The court, in its opinion rendered upon the first appeal, said:

"Manifestly, the record fails to show that she *Page 687 [Loda Carter] was of unsound mind, as she had never been judicially declared so, and no evidence was offered on the subject, nor was any such issue raised by the pleadings or parties. The only reference to her mental condition is the bare allegation in the petition that she was of unsound mind. This unsupported allegation made by the next friend is not even sufficient to create a presumption of unsoundness of mind. In the case of Howard v. Howard, 87 Ky. 616, 9 S.W. 411, 10 Ky. Law Rep. 478, 1 L.R.A. 610, this court said:

" `The law presumes all persons to be of sound mind, and if adults, capable of managing their own affairs; and the mere fact that it is alleged by a person styling himeslf next friend, that a particular individual, who is an adult, is of weak or unsound mind, and not capable of taking care of his own affairs, does not destroy that presumption.'

"Since Loda Carter was not of unsound mind, the plaintiff could not attack the judgment or seek to have it modified or vacated by motion made after the expiration of the term of court at which it was rendered, and the court, therefore, properly overruled the motion."

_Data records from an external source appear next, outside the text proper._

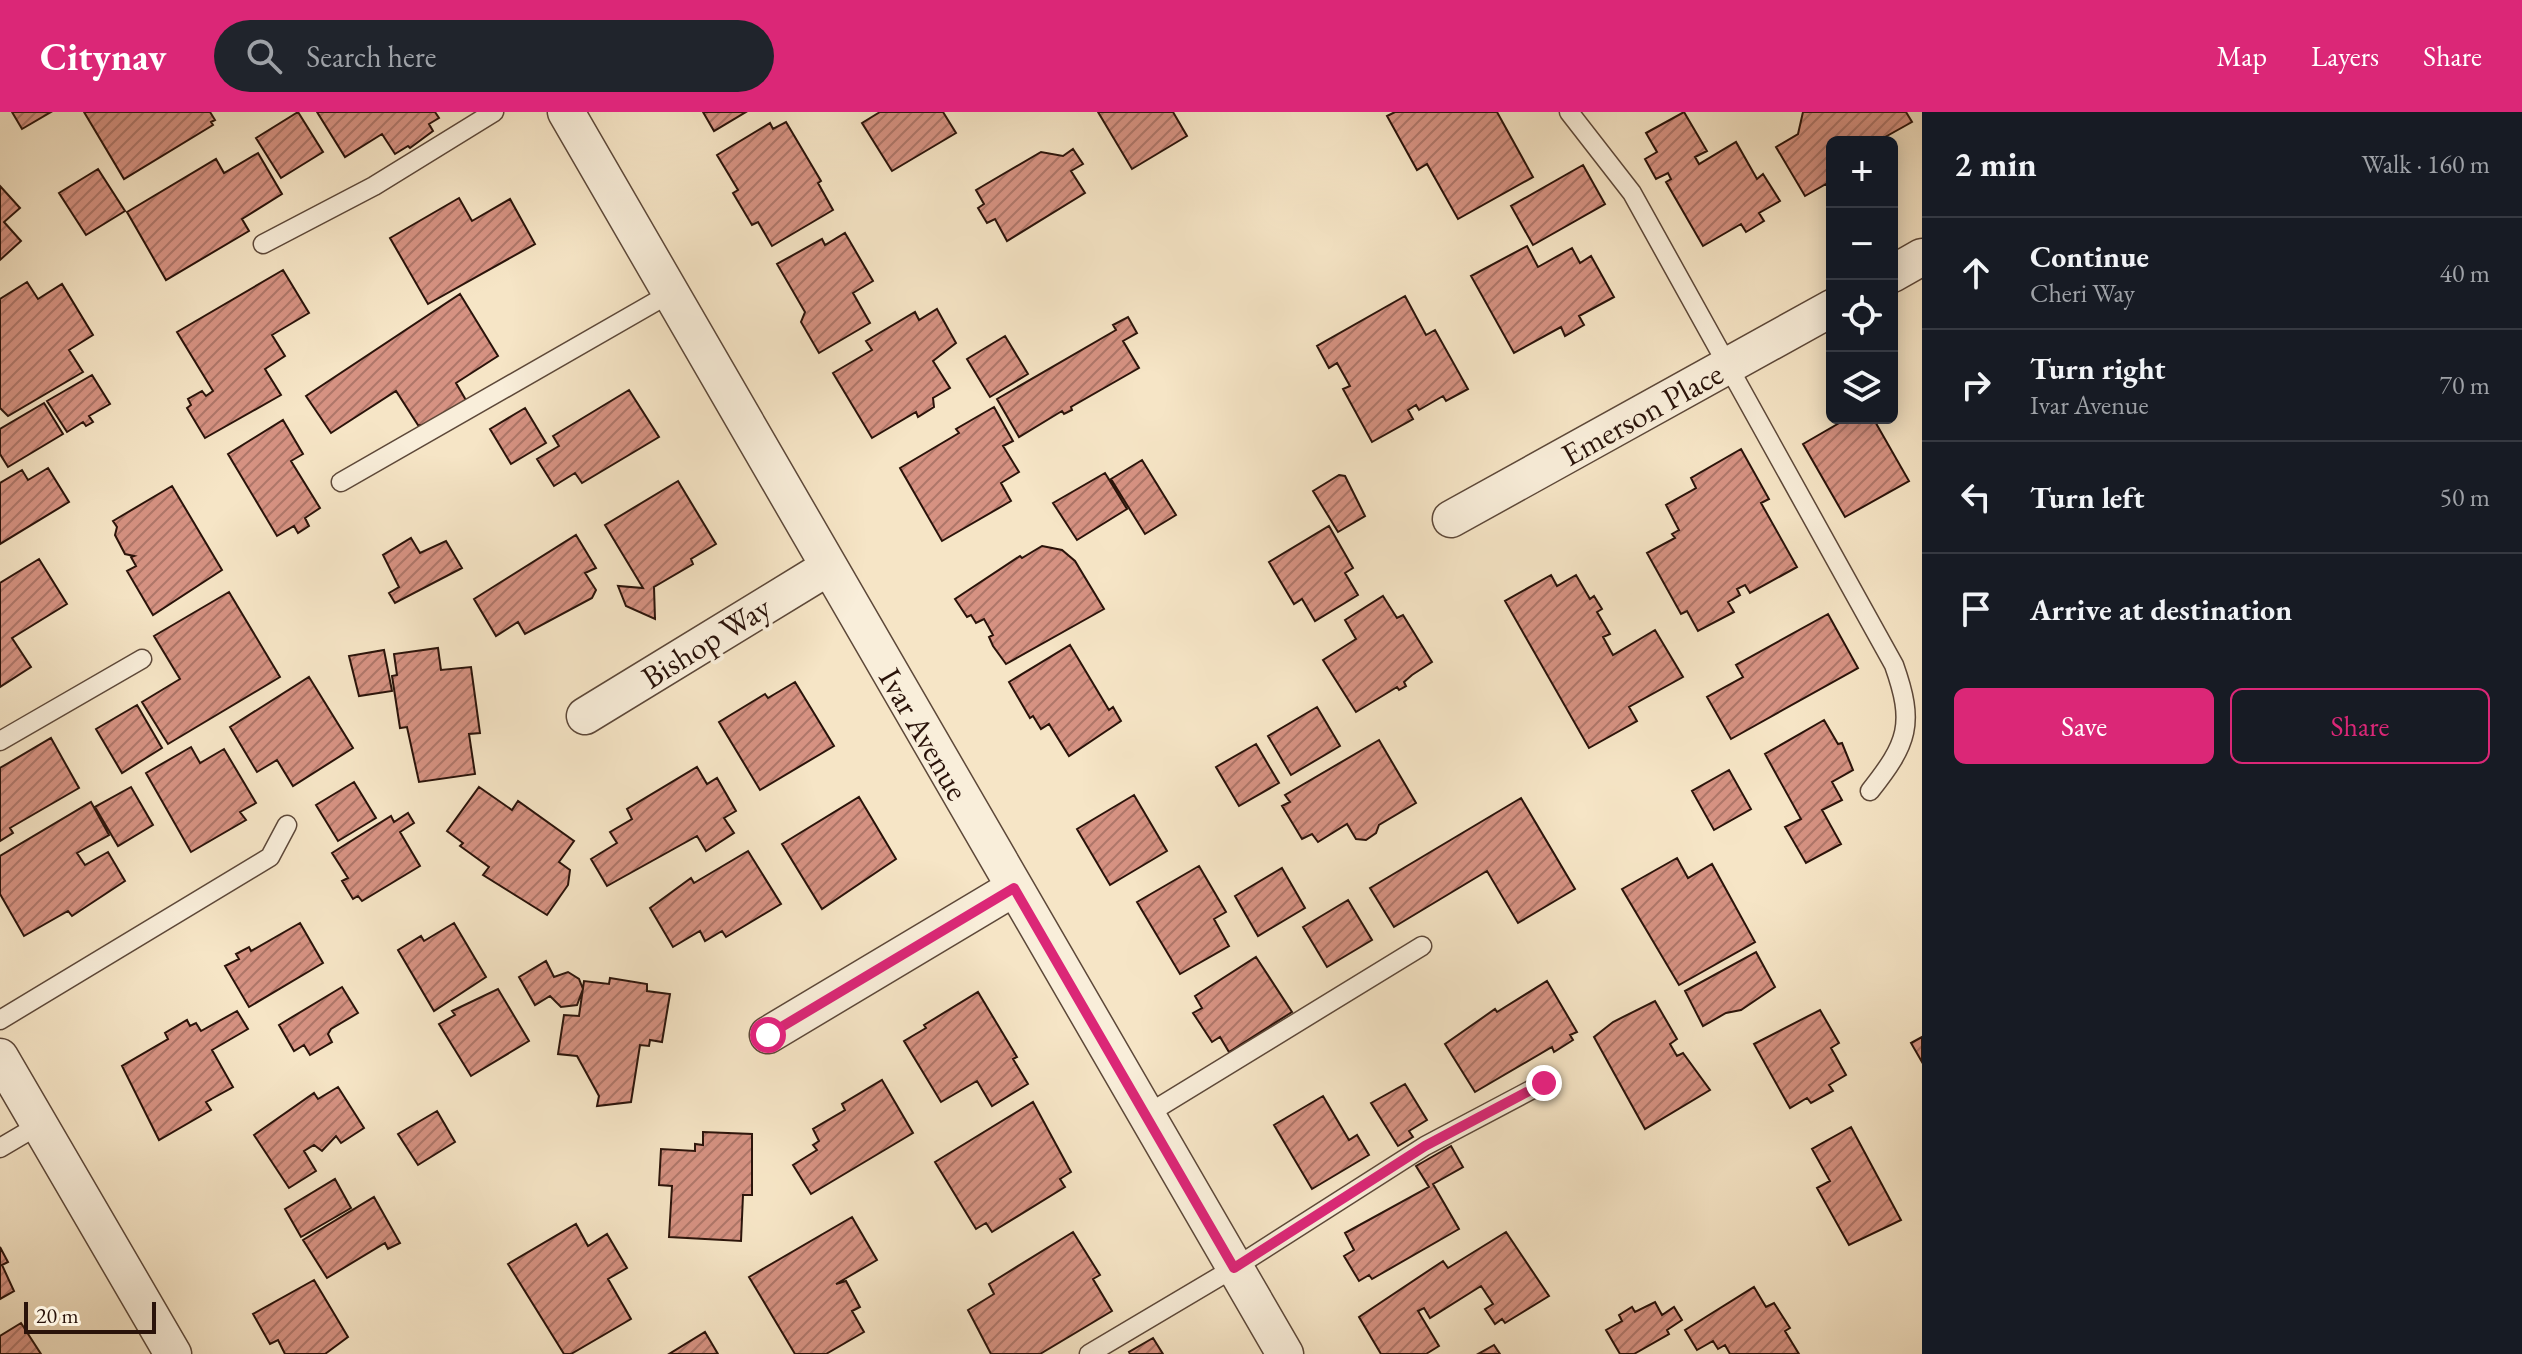 <!DOCTYPE html>
<html lang="en">
<head>
<meta charset="utf-8">
<style>
  body { margin:0; font-family:"EB Garamond",serif; background:#20242c; color:#f1f3f6 }
  .controls { position:absolute; right:24px; top:24px; display:grid; overflow:hidden; border-radius:12px; box-shadow:0 4px 20px #0003 }
  .controls button { width:72px; height:72px; display:grid; place-items:center; padding:0; border:0; border-bottom:2px solid #363941; background:#171b24; color:#f1f3f6; font:40px sans-serif }
  .scale { position:absolute; left:24px; bottom:20px; width:132px; box-sizing:border-box; padding-left:8px; border:4px solid #2a130a; border-top:0; font-size:22px; line-height:28px; white-space:nowrap; color:#2a130a; -webkit-text-stroke:6px #f9eeda; paint-order:stroke }
  .stop { position:absolute; width:24px; height:24px; margin:-18px; border:6px solid #db2777; border-radius:50%; background:#fff }
  .stop.end { background:#db2777; border-color:#fff; box-shadow:0 2px 8px #0008 }
  .list { margin:0; padding:0; list-style:none }
  h2 { display:flex; justify-content:space-between; align-items:center; height:104px; margin:0; padding:0 32px; font-size:34px }
  h2 small { font-size:26px; font-weight:400; color:#9ea1a6 }
  .list li { display:grid; grid-template-columns:52px 1fr auto; gap:24px; align-items:center; box-sizing:border-box; height:112px; padding:0 32px; border-top:2px solid #363941 }
  .list b { display:block; font-size:30px; white-space:nowrap }
  .list p { margin:0; font-size:26px; white-space:nowrap; color:#9ea1a6 }
  .list em { font-size:26px; font-style:normal; color:#9ea1a6 }
  .actions { display:flex; gap:16px; padding:24px 32px }
  .actions a { flex:1; padding:18px 0; border:2px solid #db2777; border-radius:12px; text-align:center; font-size:28px; color:#db2777 }
  .actions .main { background:#db2777; color:#fff }
  .icon { flex:none; width:44px; height:44px; fill:none; stroke:currentColor; stroke-width:2; stroke-linecap:round; stroke-linejoin:round }
  .map { position:relative; flex:none; width:1922px; height:1242px; overflow:hidden }
  header { display:flex; align-items:center; gap:48px; box-sizing:border-box; height:112px; padding:0 40px; background:#db2777; color:#fff }
  header strong { font-size:38px }
  nav { display:flex; gap:44px; margin-inline-start:auto; font-size:28px }
  .search { width:560px; height:72px; background:#20242c; display:flex; align-items:center; gap:20px; box-sizing:border-box; padding:0 28px; border-radius:44px; color:#9ea1a6; font-size:30px }
  main { display:flex }
  aside { flex:1; background:#171b24 }
  .map>svg:first-child { display:block }
  .building { fill:url(#building-hatch); stroke:#2a130a; stroke-width:2 }
  .lines { fill:none; stroke-linecap:round; stroke-linejoin:round }
  .lane-casing { stroke:#5d4839; stroke-width:21 }
  .street-casing { stroke:#5d4839; stroke-width:39 }
  .lane { stroke:#f9eeda; stroke-width:18 }
  .street { stroke:#f9eeda; stroke-width:36 }
  .route { stroke:#db2777; stroke-width:10 }
  .labels { text-anchor:middle; stroke-width:8; stroke-linejoin:round; paint-order:stroke }
  .street-label { font-size:32px; fill:#2a130a; stroke:#f9eeda }
</style>
</head>
<body>
<header>
<strong>Citynav</strong>
<div class="search"><svg class="icon" aria-label="search" viewBox="0 0 24 24"><circle cx="10" cy="10" r="6"/><path d="M15 15l6 6"/></svg>Search here</div>
<nav><a>Map</a><a>Layers</a><a>Share</a></nav>
</header>
<main>
<div class="map">
<svg width="1922" height="1242" viewBox="0 0 1922 1242">
  <defs>
    <pattern id="building-hatch" width="6" height="6" patternUnits="userSpaceOnUse" patternTransform="scale(2)"><rect width="6" height="6" fill="#d69282"/><path d="M-1 1l2-2M0 6l6-6M5 7l2-2" fill="none" stroke="#ae7669"/></pattern>
  </defs>
  <rect width="100%" height="100%" fill="#f6e5c6"/>
  <filter id="stains"><feTurbulence type="fractalNoise" baseFrequency=".0025" numOctaves="4"/><feColorMatrix values="0 0 0 0 .2 0 0 0 0 .09 0 0 0 0 .02 0 0 0 .5 -.17"/></filter>
  <radialGradient id="worn" r=".72"><stop offset=".6" stop-color="#630" stop-opacity="0"/><stop offset="1" stop-color="#630" stop-opacity=".3"/></radialGradient>
  <path class="building" d="M12,0h39l-29,17z
    M84,0h126l5,8 -4,2 2,3 -89,54z
    M298,0l25,40 -42,26 -25,-40z
    M317,0h118l4,6 -10,6 4,7 -23,17 -2,-2 -13,8 -13,-20 -37,23z
    M703,0h43l-32,19z
    M880,0h63l13,21 -64,38 -30,-48z
    M1098,0h75l14,24 -55,33z
    M1395,0h102l36,65 -75,42 -31,-55 -10,6 -30,-54z
    M1684,0l23,39 -12,6 4,7 37,-22 21,37 6,-5 17,27 -21,12 5,8 -18,11 -5,-8 -38,22 -37,-64 5,-3 -3,-6 -12,6 -11,-20 12,-7 -11,-19z
    M1803,0h103l6,10 -36,20h-44v45l-3,2 -3,-5 -21,12 -29,-49 22,-13z
    M786,10l35,59 -3,2 15,27 -61,36 -14,-24 -6,3 -19,-32 5,-3 -21,-35 53,-32 3,6z
    M1073,37l10,15 -12,7 14,22 -78,48 -12,-22 -8,4 -9,-15 6,-4 -8,-14 65,-38 22,4z
    M258,41l24,41 -40,25 7,12 -83,49 -39,-68 89,-53 8,14z
    M1583,53l22,39 -72,41 -22,-39z
    M98,57l27,42 -39,24 -27,-42z
    M0,74l20,22 -16,14 17,19 -21,19z
    M459,86l13,23 38,-22 25,45 -107,60 -38,-66z
    M845,121l28,48 -20,12 17,30 -51,30 -18,-31 4,-10 -28,-48 45,-25 3,6z
    M1527,134l11,21 34,-19 8,15 11,-7 23,41 -35,19 5,9 -19,11 -4,-9 -47,26 -43,-77z
    M283,158l26,43 -37,22 13,21 -20,13 16,26 -76,43 -18,-30 4,-3 -3,-6 14,-8 4,5 7,-5 -36,-59z
    M27,170l11,17 24,-15 31,51 -24,15 14,22 -75,44 -8,-8v-109z
    M460,182l38,62 -42,27 11,19 -39,24 -10,-1 -22,-34 -65,42 -25,-37z
    M1405,184l21,39 9,-5 33,59 -22,12 -3,-5 -24,14 -3,-5 -8,5 5,9 -41,23 -29,-53 7,-3 -13,-23 -8,5 -12,-22z
    M937,197l19,34 -23,18 17,27 -17,10 1,9 -16,10 -2,-5 -44,26 -39,-65 39,-23 -6,-9 49,-29 4,8z
    M1128,205l9,16 -14,8 16,27 -68,39 1,3 -8,4 -2,-3 -43,26 -22,-38 119,-69 -3,-5z
    M1005,224l23,38 -38,23 -23,-38z
    M92,263l18,29 -21,12 4,6 -7,4 -3,-4 -16,10 -20,-31z
    M629,278l30,47 -77,46 -7,-10 -21,13 -17,-27 22,-13 -6,-10z
    M44,291l19,31 -55,33 -8,-13v-25z
    M994,295l19,34 -10,5 16,26 -18,11 10,18 -69,40 -42,-73 59,-35 -3,-4z
    M525,296l21,35 -35,21 -21,-35z
    M1848,306h25l36,63 -64,36 -42,-73z
    M283,308l20,34 -12,7 29,47 -15,10 4,8 -11,7 -4,-7 -17,10 -49,-82z
    M1741,337l28,50 -8,4 36,64 -47,26 -5,-8 -8,4 3,6 -12,7 6,10 -36,19 -11,-20 -6,3 -34,-61 28,-15 -3,-4 7,-4 -13,-25 30,-17 -5,-10z
    M1142,348l34,55 -31,19 -34,-55z
    M48,356l21,34 -69,42v-61l22,-13 6,10z
    M1105,361l22,36 -50,31 -24,-37z
    M1339,363l6,1 20,40 -27,16 -25,-41z
    M678,369l38,63 -25,15 2,5 -39,23 1,32 -29,-13 -8,-20 25,2 -38,-63z
    M172,374l50,84 -69,45 -26,-44 9,-5 -5,-9 3,-1 -9,-2 -10,-19 2,-8 -4,-6z
    M1329,414l24,42 -8,5 13,22 -43,26 -13,-22 -8,5 -25,-42z
    M576,423l20,33 -11,5 11,17 -4,8 -67,36 -7,-12 -22,14 -22,-37z
    M411,426l9,15 26,-12 16,27 -67,35 -6,-10 10,-6 -16,-32z
    M1042,434l20,4 13,11 29,48 -98,55 -13,-18 -4,-9 4,-2 -9,-16 -8,4 -5,-8 -4,2 -12,-18 65,-43 2,2z
    M39,447l28,45 -55,34 19,29 -31,20v-104z
    M1551,463l6,11 19,-11 14,24 4,-3 8,13 -5,3 13,22 -7,3 10,18 42,-25 28,47 -54,30 8,14 -48,27 -84,-147z
    M229,480l51,85 -112,67 -26,-42 38,-23 -26,-43z
    M1383,484l14,22 6,-3 29,47 -20,13 -8,7 2,4 -7,4 -2,-3 -41,25 -33,-52 33,-21 -11,-19z
    M1828,502l30,54 -127,71 -24,-42 36,-20 -7,-12z
    M1070,533l39,65 4,-3 8,14 -52,35 -20,-32 -8,5 -8,-13 -3,2 -21,-36z
    M438,536l3,22 30,-3 9,66 -11,1 6,40 -56,8 -12,-55 -7,1 -8,-52 5,-1 -3,-21z
    M384,538l8,41 -33,5 -10,-40z
    M309,565l44,71 -60,38 -16,-26 -20,12 -27,-45z
    M795,570l39,64 -74,44 -41,-68 46,-28 3,4z
    M137,593l25,43 -40,25 -26,-44z
    M1317,595l23,39 -49,29 -23,-39z
    M1824,608l14,24 4,-1 11,27 -21,12 10,18 -20,10 19,34 -35,19 -21,-36 16,-8 -36,-65z
    M51,626l28,50 -69,40 3,5 -13,8v-73z
    M1379,628l37,63 -37,22 -3,8 -10,7 -10,-1 -9,-15 -29,18 -6,-8 -10,5 -20,-33 8,-4 -5,-7z
    M1256,632l23,39 -40,23 -23,-39z
    M191,635l9,16 24,-14 32,54 -16,9 6,8 -55,32 -45,-79z
    M697,655l10,17 10,-6 19,33 -12,7 10,15 -28,18 -9,-15 -90,50 -16,-27 26,-16 -7,-11 22,-13 -5,-10z
    M1729,658l22,39 -37,21 -22,-39z
    M354,670l22,36 -38,23 -22,-36z
    M131,675l22,38 -35,21 -23,-39z
    M479,675l33,23 6,-9 56,40 -15,21 11,8 -2,15 -21,30 -64,-40 6,-8 -29,-21 3,-3 -16,-12z
    M1134,683l33,56 -57,34 -33,-56z
    M859,685l37,62 -74,50 -40,-65z
    M1521,686l54,91 -57,34 -31,-52 -93,56 -24,-39z
    M91,690l18,33 -32,18 8,12 23,-13 17,29 -53,35 -4,-5 -44,25 -24,-42v-38z
    M408,701l6,10 -14,9 20,34 -58,35 -4,-5 -5,3 -11,-18 6,-3 -16,-25 59,-37 3,6z
    M748,739l33,53 -55,33 -4,-6 -17,10 -5,-10 -27,16 -23,-39 41,-30 3,5z
    M1677,746l11,20 24,-14 43,78 -76,43 -57,-96z
    M1199,754l27,46 -12,7 15,27 -49,28 -43,-72z
    M1282,756l23,40 -47,28 -23,-40z
    M1348,788l24,40 -45,27 -24,-40z
    M300,811l23,40 -74,44 -24,-41 14,-7 -3,-5 13,-7 2,4z
    M454,811l32,54 -52,34 -36,-61 23,-14 3,5z
    M1756,840l19,35 -34,23 -15,3 -23,13 -18,-35z
    M1256,845l36,55 -63,40 -9,-15 -8,5 -19,-29 9,-5 -7,-12z
    M546,849l8,16 14,-5 11,7 4,10 -6,16 -16,2 -11,-11 -15,9 -16,-28z
    M610,866l37,6v7l23,3 -8,48 -12,-2 -1,6 -9,-1 -9,57 -34,4 2,-10 -22,-40 -19,-2 6,-39 15,1 5,-35 25,3z
    M1547,869l30,51 -7,3 3,5 -19,12 -2,-5 -77,45 -30,-48 50,-35 2,3z
    M342,875l16,26 -27,16 -3,5 4,8 -22,13 -6,-10 -10,6 -15,-26z
    M498,877l31,52 -58,35 -32,-52 16,-9 -3,-4z
    M978,880l39,65 -4,2 15,25 -36,22 -15,-25 -36,21 -37,-61 22,-13 -2,-3z
    M1655,889l22,38 -7,5 7,12 6,-3 27,37 -65,39 -51,-92 19,-15z
    M1820,898l19,33 -8,5 15,27 -17,10 4,6 -22,12 -4,-5 -17,10 -36,-64z
    M237,899l11,18 -36,21 21,37 -27,15 5,8 -52,30 -37,-74 46,-27 -3,-6 22,-13 3,6 6,-3 5,8z
    M1922,925v25l-11,-19z
    M882,968l31,53 -102,61 -18,-29 24,-15 -4,-5 6,-4 -6,-12 32,-19 -3,-6z
    M1405,972l22,36 -18,11 4,6 -15,9 -27,-43z
    M338,975l26,41 -23,15 -5,-7 -14,15 -8,-6 -10,6 12,20 -27,17 -35,-53 60,-42 4,6z
    M1323,984l26,44 8,-5 12,20 -57,34 -38,-64z
    M1033,990l38,70 -11,7 5,8 -73,45 -6,-9 -10,6 -41,-67z
    M437,999l18,31 -37,23 -20,-31z
    M1851,1015l50,93 -52,25 -32,-57 13,-7 -18,-32z
    M703,1020l49,2v61h-9l-2,46 -72,-4 3,-51 -13,-1 2,-36 34,2v-7l8,1z
    M1451,1034l12,21 -30,17 26,45 -87,50 -3,-4 -10,6 -15,-25 10,-6 -9,-17 84,-46 -13,-21z
    M335,1067l16,29 -50,29 -16,-28z
    M374,1085l26,46 -12,6 -3,-6 -58,35 -24,-38z
    M852,1105l25,43 -41,24 10,-3 14,26 -8,4 12,21 -38,22h-31l-46,-77z
    M576,1112l12,22 19,-12 20,34 -19,11 23,40 -60,35h-7l-56,-90z
    M1073,1120l27,43 -7,4 19,32 -72,43h-49l-23,-44 26,-16 -5,-10z
    M1506,1120l43,64 -44,27 -3,-4 -7,5 -10,-15 8,-5 -12,-18 -51,32 -6,-10 -6,3 21,35 -13,8h-45l-22,-37 84,-56 5,7z
    M0,1135l8,15 -6,3 12,26 -14,8z
    M314,1168l34,57 -23,17h-40l-7,-14 -8,4 -17,-30z
    M1754,1175l12,20 8,-4 16,25 -5,3 14,23h-69l-5,-9 -7,4 -5,-8 -16,9 -12,-20z
    M1655,1190l7,13 12,-8 8,13 -15,10 2,4 -35,20h-14l-14,-24 16,-9 -3,-6 13,-8 3,5z
    M21,1211l20,31h-41v-18z
    M705,1220l13,22h-49z
    M1153,1226l10,16h-33l-1,-2z
    M1494,1233l6,9h-22z"/>
  <g class="lines">
    <defs>
      <path id="lane" d="M1569,0l63,81 262,472c21,59 14,78 -24,126
        M263,132l111,-58 120,-74
        M341,370l328,-188
        M0,629l142,-82
        M0,908l270,-163 17,-32
        M1146,1003l276,-169
        M0,1036l39,-23
        M1089,1242l145,-86 191,-122 119,-63"/>
      <path id="street" d="M566,0l719,1242
        M1892,162l30,-17
        M1451,407l381,-211
        M585,604l242,-148
        M768,923l246,-147
        M0,945l173,297"/>
    </defs>
    <use href="#lane" class="lane-casing"/>
    <use href="#street" class="street-casing"/>
    <use href="#lane" class="lane"/>
    <use href="#street" class="street"/>
  </g>
  <g class="lines">
    <path class="route" d="M768,923l246,-147 220,380 191,-122 119,-63"/>
  </g>
  <g class="labels">
    <g class="street-label">
      <text transform="translate(1642 302) rotate(-29)" y="11">Emerson Place</text>
      <text transform="translate(706 530) rotate(-32)" y="11">Bishop Way</text>
      <text transform="translate(924 622) rotate(60)" y="11">Ivar Avenue</text>
    </g>
  </g>
  <rect width="100%" height="100%" filter="url(#stains)"/>
  <rect width="100%" height="100%" fill="url(#worn)"/>
</svg>
<div class="controls">
<button>+</button>
<button>−</button>
<button><svg class="icon" aria-label="locate" viewBox="0 0 24 24"><circle cx="12" cy="12" r="6"/><path d="M12 2v4M12 18v4M2 12h4M18 12h4"/></svg></button>
<button><svg class="icon" aria-label="layers" viewBox="0 0 24 24"><path d="M12 4l9 5-9 5-9-5zM3 14l9 5 9-5"/></svg></button>
</div>
<div class="scale">20 m</div>
<div class="stop" style="left:768px;top:923px"></div>
<div class="stop end" style="left:1544px;top:971px"></div>
</div>
<aside>
<h2>2 min<small>Walk · 160 m</small></h2>
<ul class="list">
<li><svg class="icon" aria-label="ahead" viewBox="0 0 24 24"><path d="M12 20V5M6 11l6-6 6 6"/></svg><div><b>Continue</b><p>Cheri Way</p></div><em>40 m</em></li>
<li><svg class="icon" aria-label="right" viewBox="0 0 24 24"><path d="M7 20v-9h11M14 6l5 5-5 5"/></svg><div><b>Turn right</b><p>Ivar Avenue</p></div><em>70 m</em></li>
<li><svg class="icon" aria-label="left" viewBox="0 0 24 24"><path d="M17 20v-9H6M10 6l-5 5 5 5"/></svg><div><b>Turn left</b></div><em>50 m</em></li>
<li><svg class="icon" aria-label="arrive" viewBox="0 0 24 24"><path d="M6 21V4h12l-3 4 3 4H6"/></svg><div><b>Arrive at destination</b></div></li>
</ul>
<div class="actions"><a class="main">Save</a><a>Share</a></div>
</aside>
</main>
</body>
</html>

It must needs follow that the question of appellant's right, here again asserted, to attack this consent judgment rendered at the trial court's February, 1921, term or to seek to have it modified or vacated upon the ground alleged, that she was then of weak mind, having already been adversely decided upon the first appeal, it cannot now be relitigated, as such question is now res adjudicata.

In the case of New Bell Jellico Coal Co. v. Sowders, 162 Ky. 443, 172 S.W. 914, 916, we quoted with approval the following statements of the rule, made in several of our cases, as follows:

"This court said in the case of Dinkelspiel v. Central Kentucky Asylum for Insane et al., 73 S.W. 771, 24 Ky. Law Rep. 2240:

" `That all questions raised on the former appeal, and that were in the record and might have been presented, must be construed as having been *Page 688 adjudicated.' That was a case which had been before this court upon a former appeal, as this one.

"In the case of Williams v. Rogers, 14 Bush, 776, upon a second appeal to this court, the appellant undertook to raise the question of the sufficiency of the petition, and this court said:

" `The question of the sufficiency of the petition cannot now be inquired into. As this was necessarily passed upon on the first appeal, although not adverted to in the opinion, appellant is precluded from again raising the question.' * * *

"In the case of Davis v. McCorkle, (14 Bush 746), 77 Ky. 746, this court said: 'With a view of the convenient dispatch of business, the speedy settlement of disputes, and the repose of society, courts long since established the rule that, when a matter is once put in issue, and is passed upon by a court of competent jurisdiction, it cannot be again litigated by the same parties so long as the former decision continues in force.' And this rule applies not only to the point upon which the court was asked to form an opinion and pronounce judgment, but to every question in the record properly brought before the court."

The question here presented, as to the appellant's right to have the aforesaid agreed judgment (rendered at the February, 1921, term of the trial court) modified or vacated, by adjudging that the deed, directed made by the court's commissioner, of the appellant's land to Roy Carter be canceled upon the ground of her alleged then mental incapacity, being the same as was upon the first appeal decided adversely to the appellant's contention, the determination there made of the question makes it now res adjudicata and constrains us to conclude that the trial court's judgment, in dismissing appellant's petition, was, upon such ground, altogether proper. Therefore, its judgment is affirmed.